Long before this I had been put out by John Rucker to work in a factory in Tempe. It was a cotton mill run, I think, by the water-power I have mentioned. We lived in a log house on a side-hill across the road and above the cotton mill. We had no laws in those days against child labor or long hours. In the winter I worked by candle-light for two hours before breakfast. We went to work at five--I did this when I was six years old--and worked until seven, when we had half an hour for breakfast. As I lived farther from the mill than most of the children who were enslaved there, my breakfast-time was very short. At half past seven we began again and worked until noon, when we had an hour for dinner. At one o'clock we took up work once more and quit at half past five for supper. At six we began our last trick and worked until eight--thirteen hours of actual labor.
I began this so young and did so much of it that I feel sure my growth was stunted by it--I never grew above five feet seven, though my mother was a good-sized woman, and she told me that my father was six feet tall--and my children are all tall. Maybe I should never have been tall anyhow, as the Dutch are usually broad rather than long. Of course this life was hard. I was very little when I began watching machines and tending spindles, and used to cry sometimes because I was so tired.

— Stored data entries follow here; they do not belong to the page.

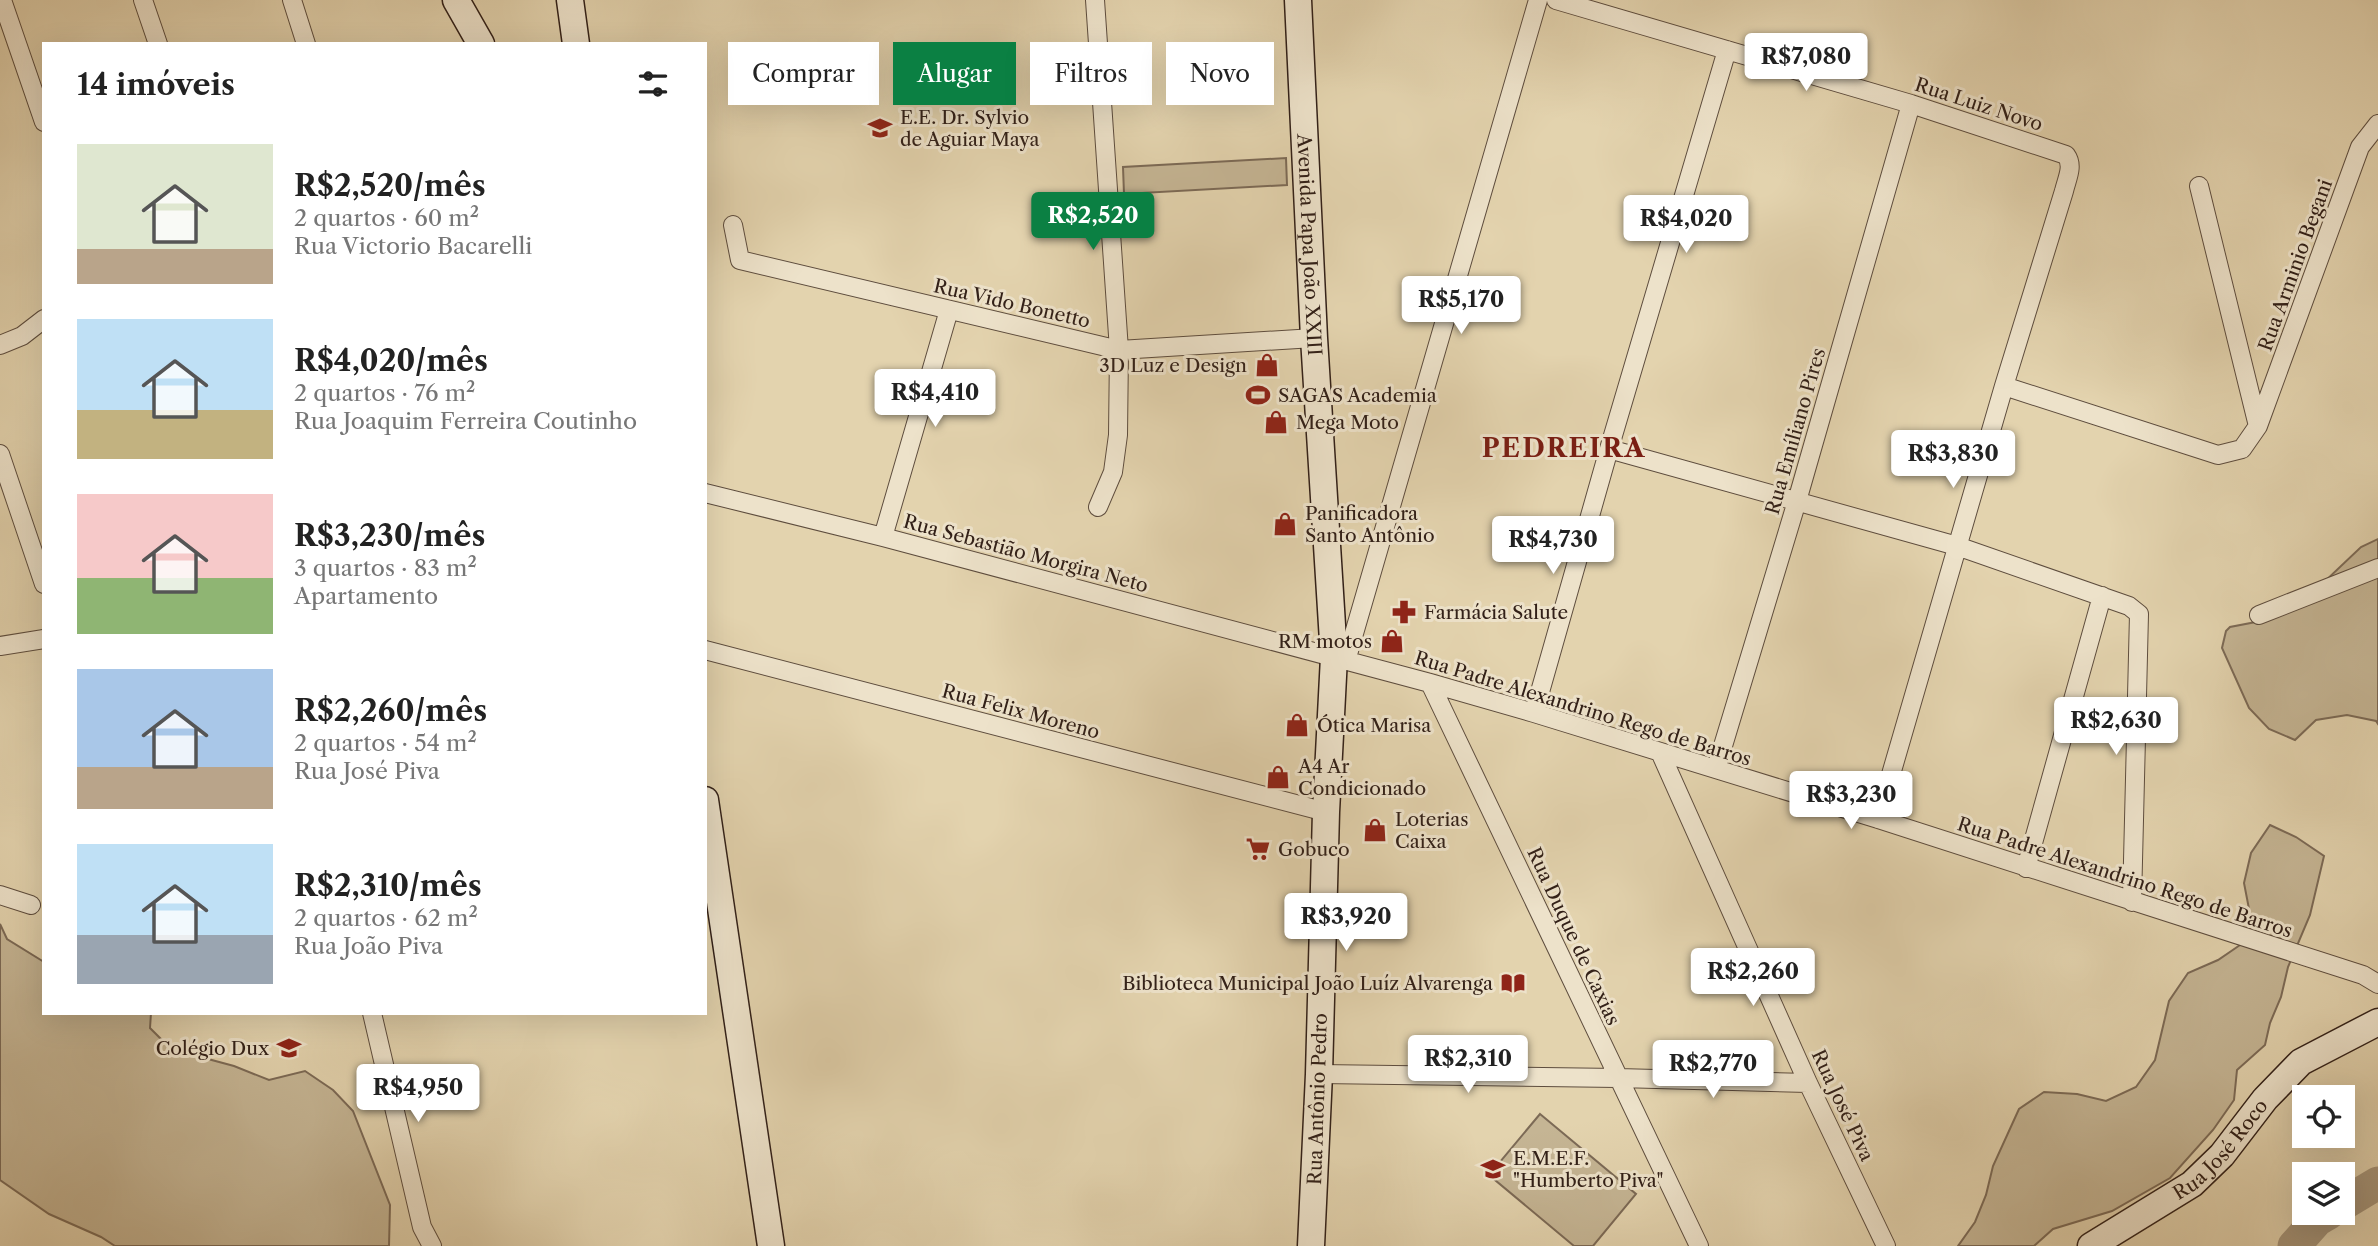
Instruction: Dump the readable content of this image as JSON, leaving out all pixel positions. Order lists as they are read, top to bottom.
{
  "streets": {
    "main road": ["Avenida Papa João XXIII", "Rua Antônio Pedro", "Rua José Roco"],
    "street": [
      "Rua Luiz Novo",
      "Rua Arminio Begani",
      "Rua Vido Bonetto",
      "Rua Emíliano Pires",
      "Rua Sebastião Morgira Neto",
      "Rua Padre Alexandrino Rego de Barros",
      "Rua Felix Moreno",
      "Rua Duque de Caxias",
      "Rua José Piva"
    ]
  },
  "crossings": [
    ["Rua Luiz Novo", "Rua Emíliano Pires"],
    ["Avenida Papa João XXIII", "Rua Vido Bonetto"],
    ["Avenida Papa João XXIII", "Rua Sebastião Morgira Neto"],
    ["Avenida Papa João XXIII", "Rua Padre Alexandrino Rego de Barros"],
    ["Avenida Papa João XXIII", "Rua Antônio Pedro"],
    ["Rua Emíliano Pires", "Rua Padre Alexandrino Rego de Barros"],
    ["Rua Sebastião Morgira Neto", "Rua Padre Alexandrino Rego de Barros"],
    ["Rua Sebastião Morgira Neto", "Rua Antônio Pedro"],
    ["Rua Padre Alexandrino Rego de Barros", "Rua Duque de Caxias"],
    ["Rua Padre Alexandrino Rego de Barros", "Rua Antônio Pedro"],
    ["Rua Padre Alexandrino Rego de Barros", "Rua José Piva"],
    ["Rua Felix Moreno", "Rua Antônio Pedro"]
  ],
  "districts": ["PEDREIRA"],
  "places": {
    "school or university": ["E.E. Dr. Sylvio de Aguiar Maya", "Colégio Dux", "E.M.E.F. \"Humberto Piva\""],
    "shop": [
      "3D Luz e Design",
      "Mega Moto",
      "Panificadora Santo Antônio",
      "RM motos",
      "Ótica Marisa",
      "A4 Ar Condicionado",
      "Loterias Caixa"
    ],
    "sports": ["SAGAS Academia"],
    "pharmacy": ["Farmácia Salute"],
    "supermarket": ["Gobuco"],
    "library": ["Biblioteca Municipal João Luíz Alvarenga"]
  },
  "page": {
    "price": [
      "R$7,080",
      "R$2,520",
      "R$4,020",
      "R$5,170",
      "R$4,410",
      "R$3,830",
      "R$4,730",
      "R$2,630",
      "R$3,230",
      "R$3,920",
      "R$2,260",
      "R$2,310",
      "R$2,770",
      "R$4,950"
    ],
    "chip": [
      "Comprar",
      "Alugar",
      "Filtros",
      "Novo"
    ],
    "heading": "14 imóveis",
    "list": [
      {
        "name": "R$2,520/mês",
        "note": "2 quartos · 60 m² · Rua Victorio Bacarelli"
      },
      {
        "name": "R$4,020/mês",
        "note": "2 quartos · 76 m² · Rua Joaquim Ferreira Coutinho"
      },
      {
        "name": "R$3,230/mês",
        "note": "3 quartos · 83 m² · Apartamento"
      },
      {
        "name": "R$2,260/mês",
        "note": "2 quartos · 54 m² · Rua José Piva"
      },
      {
        "name": "R$2,310/mês",
        "note": "2 quartos · 62 m² · Rua João Piva"
      }
    ]
  }
}
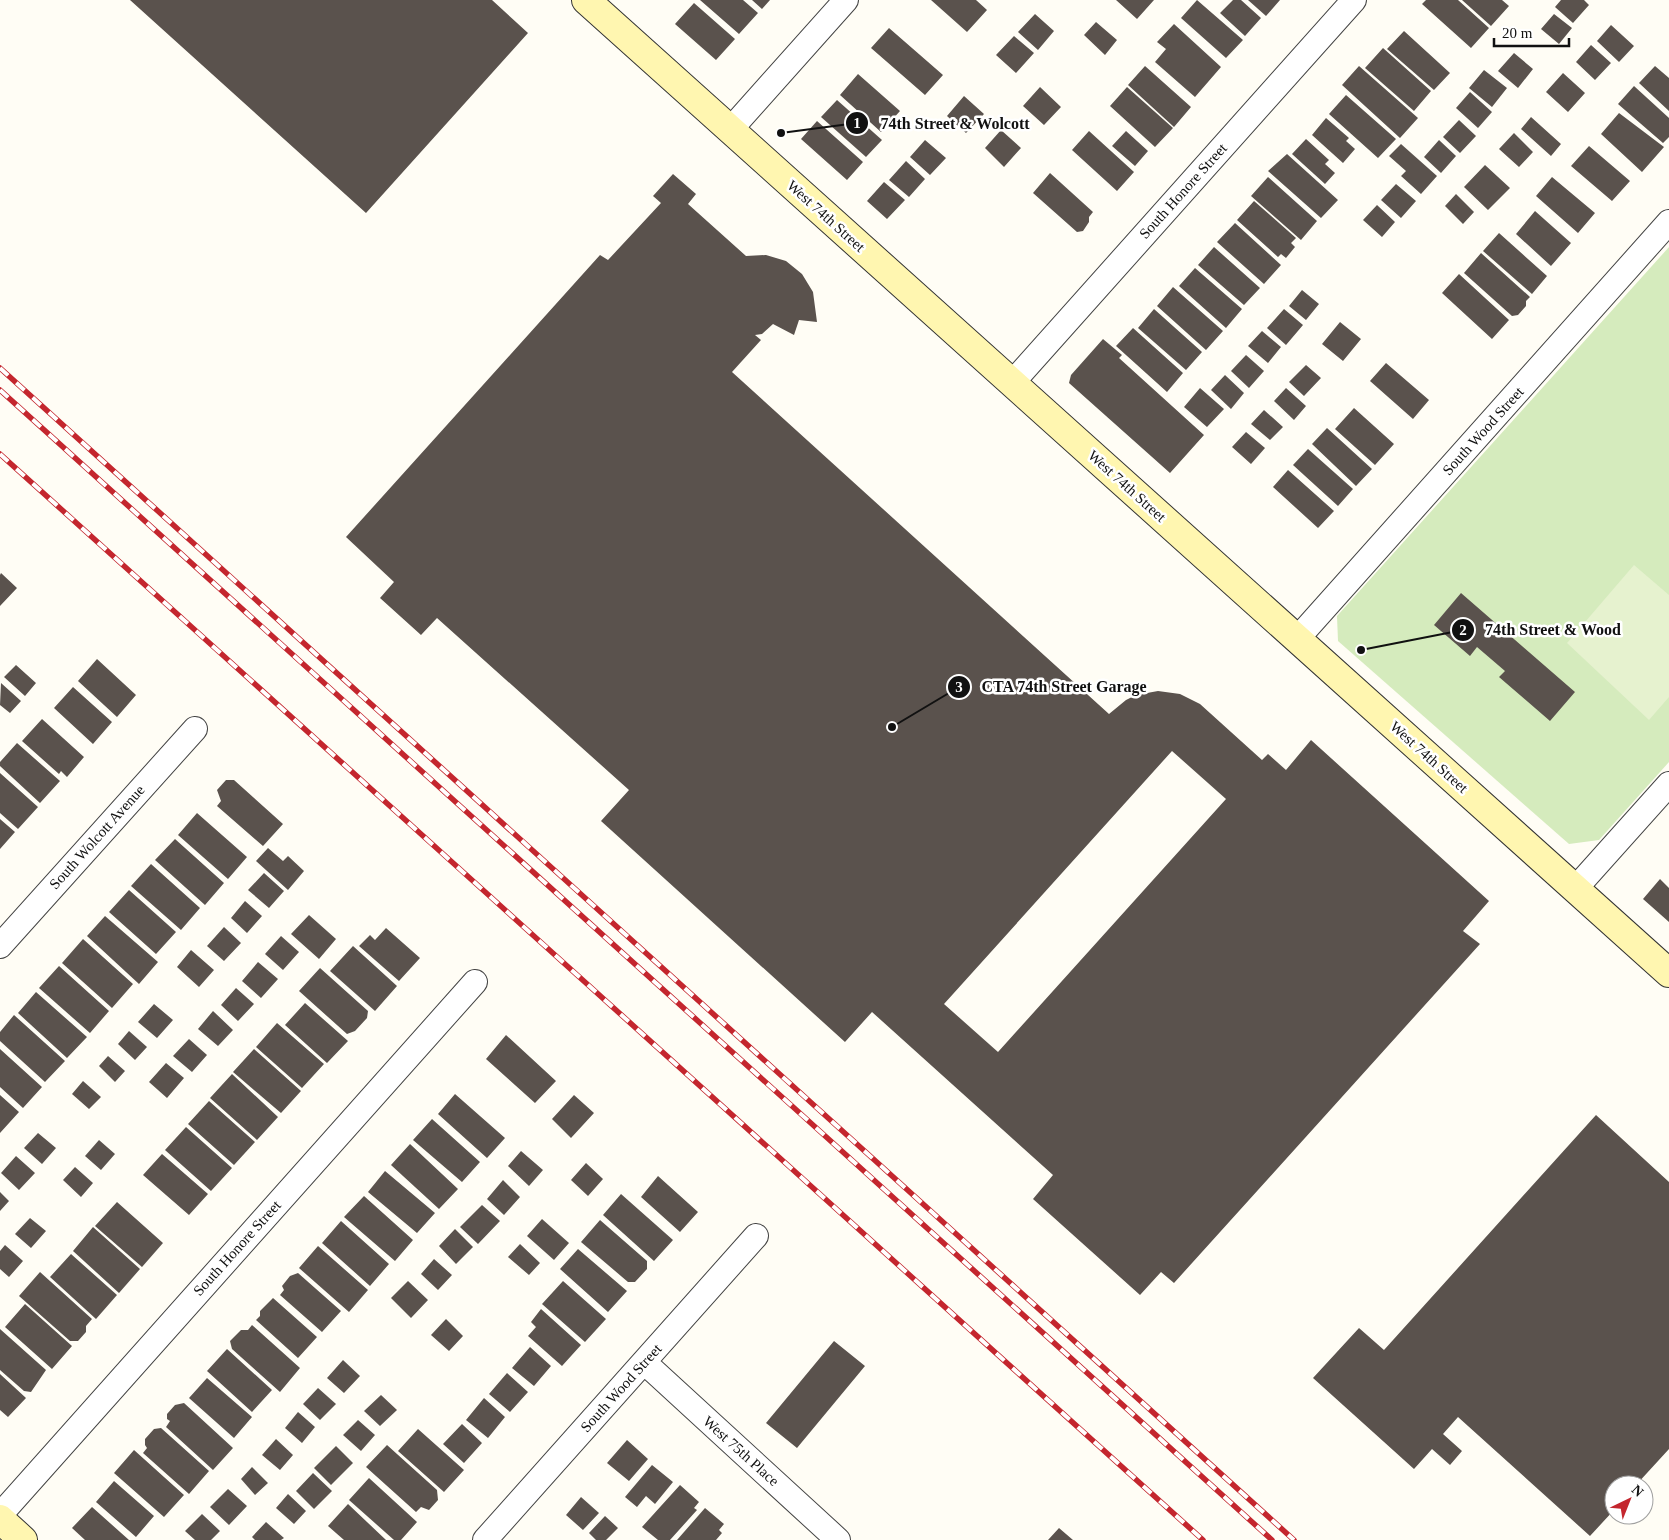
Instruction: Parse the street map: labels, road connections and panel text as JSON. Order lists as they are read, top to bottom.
{
  "streets": {
    "street": [
      "South Honore Street",
      "West 74th Street",
      "South Wood Street",
      "South Wolcott Avenue",
      "West 75th Place"
    ]
  },
  "crossings": [
    ["South Honore Street", "West 74th Street"],
    ["West 74th Street", "South Wood Street"],
    ["South Wood Street", "West 75th Place"]
  ],
  "places": ["74th Street & Wolcott", "74th Street & Wood", "CTA 74th Street Garage"],
  "scale_bar": "20 m",
  "north": "top right"
}
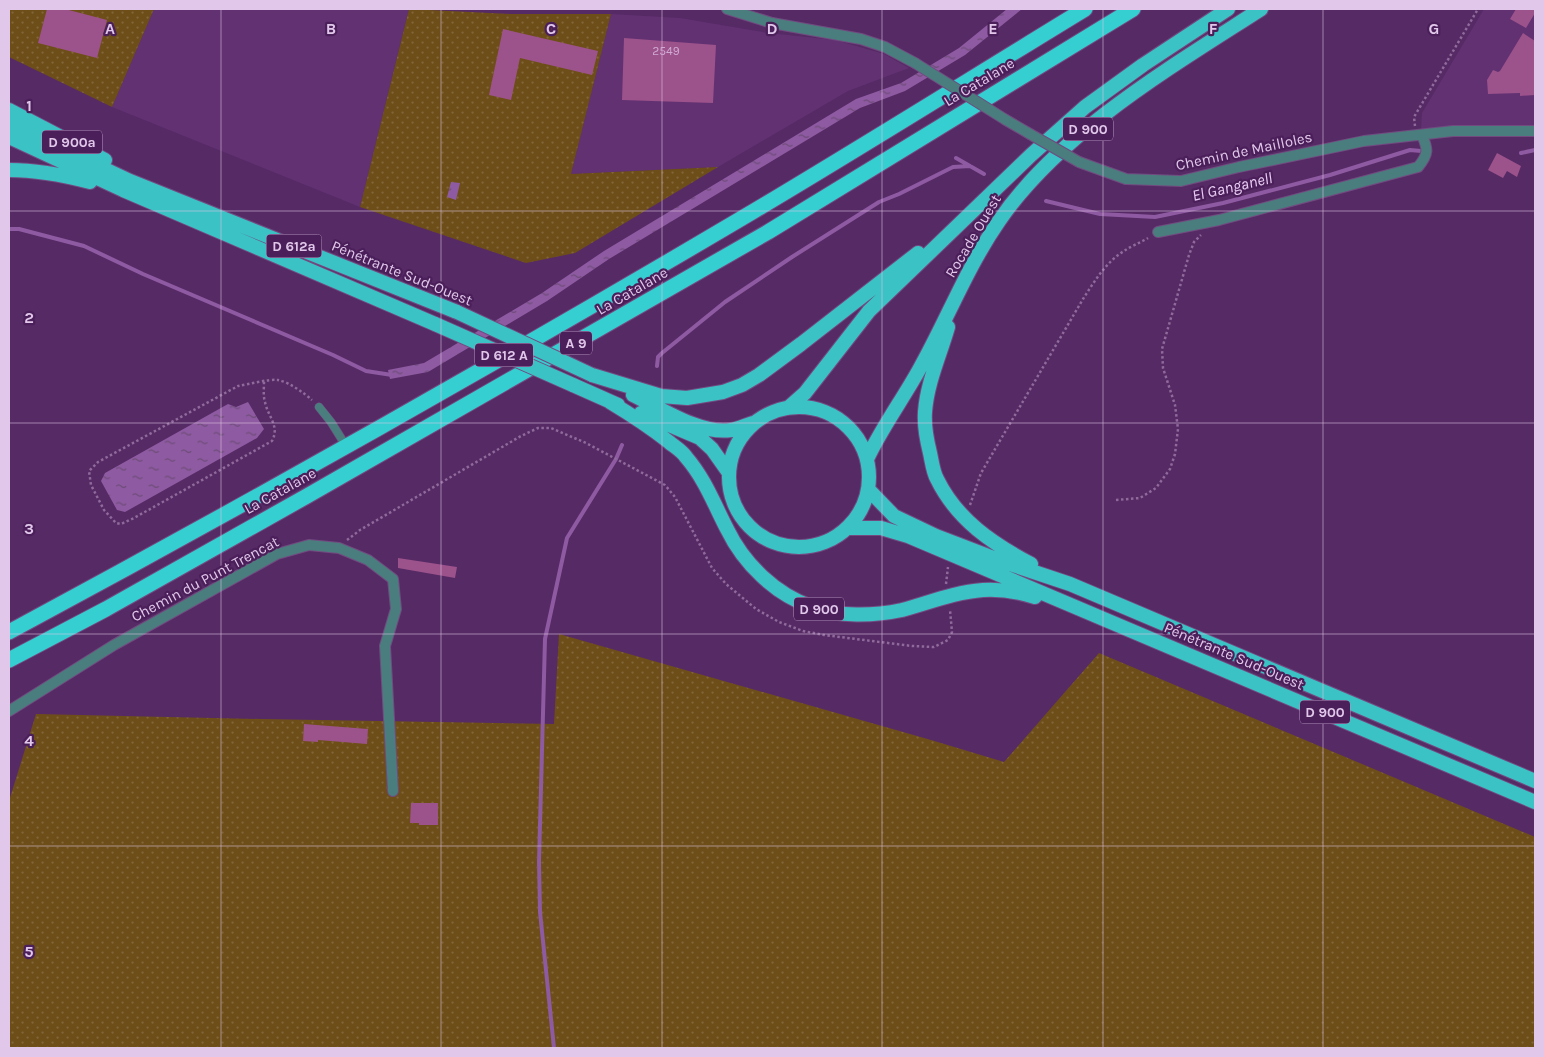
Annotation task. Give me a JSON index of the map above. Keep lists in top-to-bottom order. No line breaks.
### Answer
{"streets":{"highway":["La Catalane","D 900","D 900a","Rocade Ouest","D 612a","Pénétrante Sud-Ouest","A 9","D 612 A"],"street":["Chemin de Mailloles","Chemin du Punt Trencat"]},"crossings":[["D 900a","Pénétrante Sud-Ouest"],["Rocade Ouest","Pénétrante Sud-Ouest"]],"water":["El Ganganell"],"house_numbers":["2549"],"grid":{"columns":["A","B","C","D","E","F","G"],"rows":["1","2","3","4","5"]}}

I almost forgot what it was to play; and when I got home at night I staggered with sleepiness.
My mother used to undress me and put me to bed, when she was not pressed with her own work; and even then she used to come and kiss me and see that I had not kicked the quilt off before she lay down for her short sleep. I remember once or twice waking up and feeling her tears on my face, while she whispered "My poor baby!" or other loving and motherly words over me. When John Rucker went off on his peddling trips she would take me out of the factory for a few days and send me to school. The teachers understood the case, and did all they could to help me in spite of my irregular attendance; so that I learned to read after a fashion, and as for arithmetic, I seemed to understand that naturally. I was a poor writer, though; and until I was grown I never could actually write much more than my name. I could always make a stagger at a letter when I had to by printing with a pen or pencil, and when I did not see my mother all day on account of her work and mine, I used to print out a letter sometimes and leave it in a hollow apple-tree which stood before the house. We called this our post-office. I am not complaining, though, of my lack of education. I have had a right good chance in life, and have no reason to complain--except that I wish I could have had a little more time to play and to be with my mother. It was she, though, that had the hard time.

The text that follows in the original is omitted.